■ **Data excerpt**
>>>
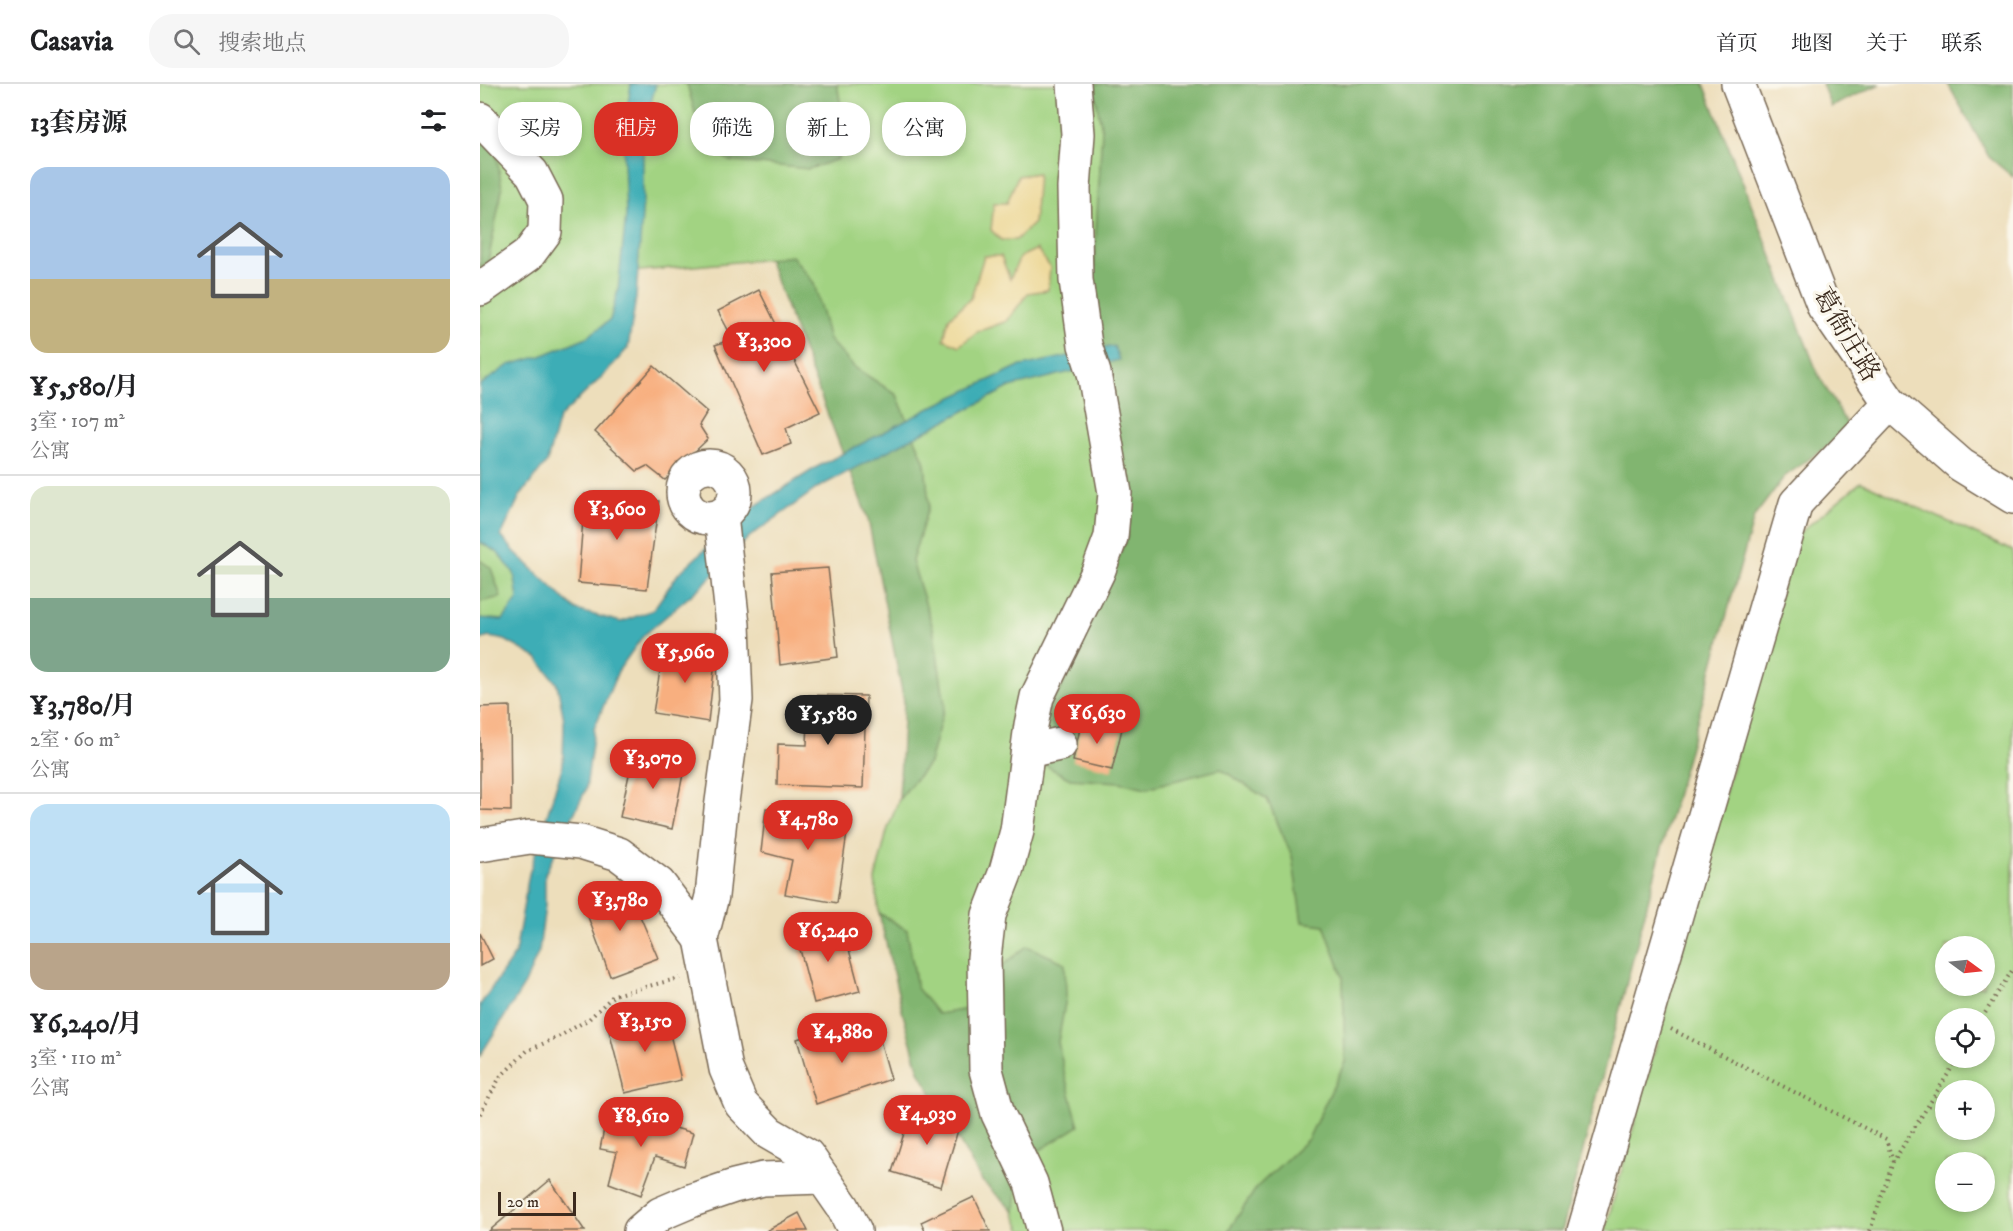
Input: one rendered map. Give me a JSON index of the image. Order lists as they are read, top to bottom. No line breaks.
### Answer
{"streets":{"street":["葛衙庄路"]},"scale_bar":"20 m","north":"right","page":{"header":"Casavia","search":"搜索地点","nav":["首页","地图","关于","联系"],"heading":"13套房源","chip":["买房","租房","筛选","新上","公寓"],"list":[{"name":"¥5,580/月","note":"3室 · 107 m² · 公寓"},{"name":"¥3,780/月","note":"2室 · 60 m² · 公寓"},{"name":"¥6,240/月","note":"3室 · 110 m² · 公寓"}],"price":["¥3,300","¥3,600","¥5,960","¥6,630","¥5,580","¥3,070","¥4,780","¥3,780","¥6,240","¥3,150","¥4,880","¥4,930","¥8,610"],"map_buttons":["+","−"],"scale":"20 m"}}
<<<
■ **About this task**
Take the material above and set it down exactly, minus the images.

■ **Reply**
Input: one rendered map. Give me a JSON index of the image. Order lists as they are read, top to bottom. No line breaks.
### Answer
{"streets":{"street":["葛衙庄路"]},"scale_bar":"20 m","north":"right","page":{"header":"Casavia","search":"搜索地点","nav":["首页","地图","关于","联系"],"heading":"13套房源","chip":["买房","租房","筛选","新上","公寓"],"list":[{"name":"¥5,580/月","note":"3室 · 107 m² · 公寓"},{"name":"¥3,780/月","note":"2室 · 60 m² · 公寓"},{"name":"¥6,240/月","note":"3室 · 110 m² · 公寓"}],"price":["¥3,300","¥3,600","¥5,960","¥6,630","¥5,580","¥3,070","¥4,780","¥3,780","¥6,240","¥3,150","¥4,880","¥4,930","¥8,610"],"map_buttons":["+","−"],"scale":"20 m"}}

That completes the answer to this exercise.